Взглянул своими большими карими глазами. Он понимал, что Анна хочет подбодрить, растормошить — да бодриться-то уж выше всяких сил. Сегодня он слышал голос матери: «Саша! Саша!». И весь день нет-нет, да и повторит в душе ее голос. Зовет. Значит, недолго осталось. И такая нежность поднималась из груди к давно умершей матери.

Иногда подолгу мурлыкал какой-нибудь мотив и притопывал подошвой. А то влетала в голову «тетушка Аглая». Это озвучить стеснялся, только иногда, по забывчивости — и вздрагивал, и косился на Анну. А она уже шептала в самое ухо, щекоча дыханием:

Безвольно слабеют колени, И, кажется, нечем дышать.
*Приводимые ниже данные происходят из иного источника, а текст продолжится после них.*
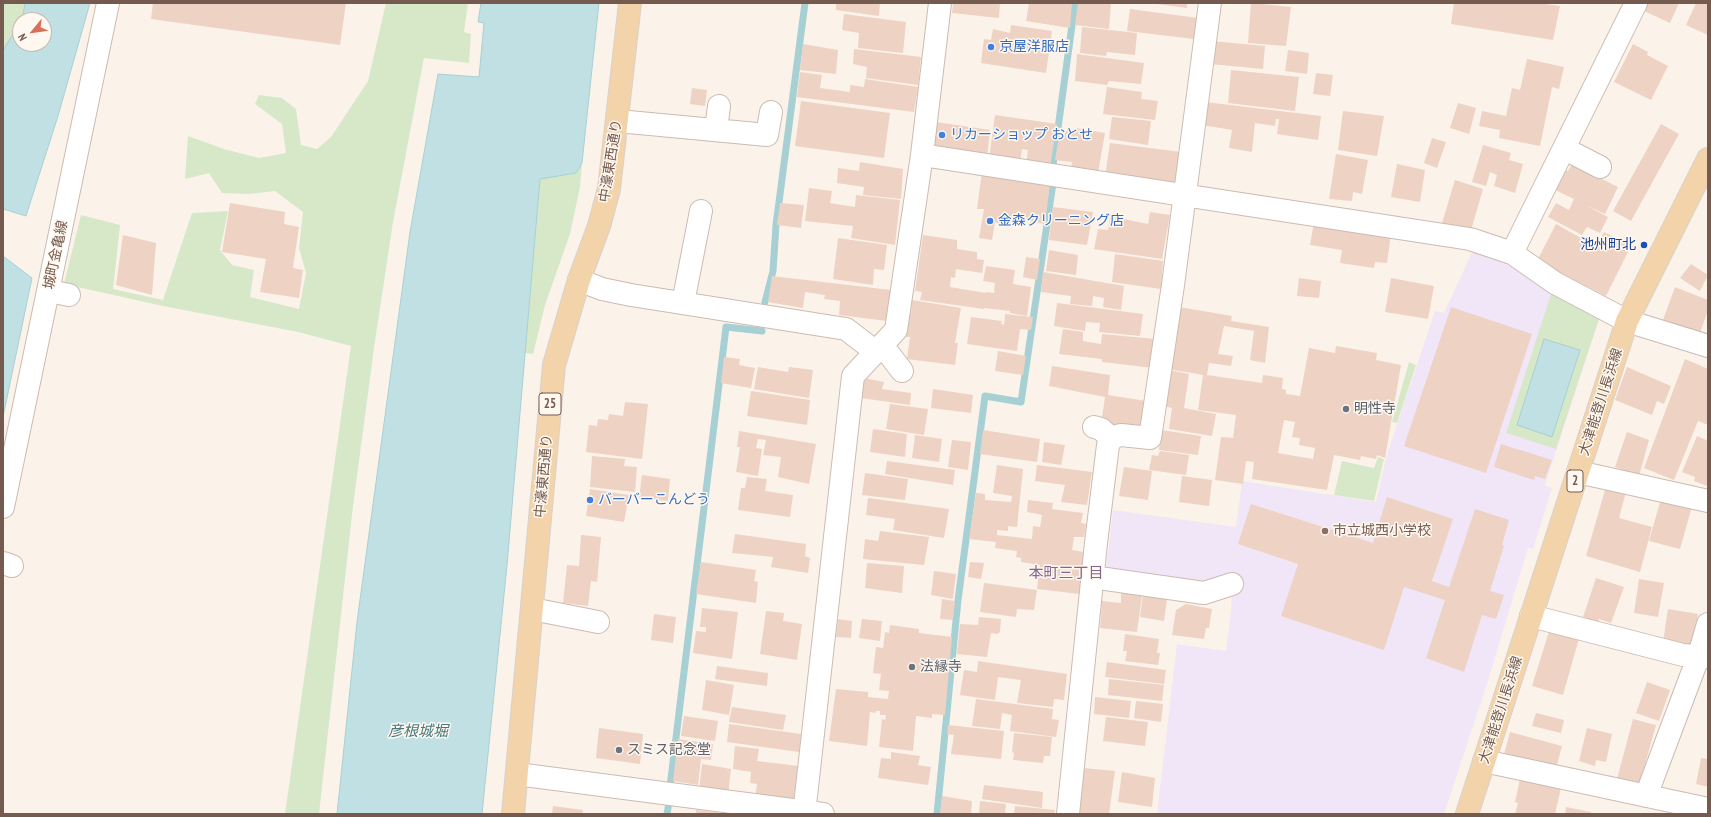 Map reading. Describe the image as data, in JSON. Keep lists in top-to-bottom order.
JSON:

Ты — солнце моих песнопений, Ты — жизни моей благодать!

И рука обнимала ее упругий, податливый стан, она припадала к груди — и плевать на всех соглядатаев мира!

— Александр Васильевич, мы рискуем обнажить свои чувства, — и опять напоминала молоденькую пучеглазую кошечку — игривую и дерзкую!

— Слава Богу, что есть вы! Все исчезает, как дым, и только вы с каждым днем прекрасней и дороже!

— Сказал благородный кавалер, сверкая глазами!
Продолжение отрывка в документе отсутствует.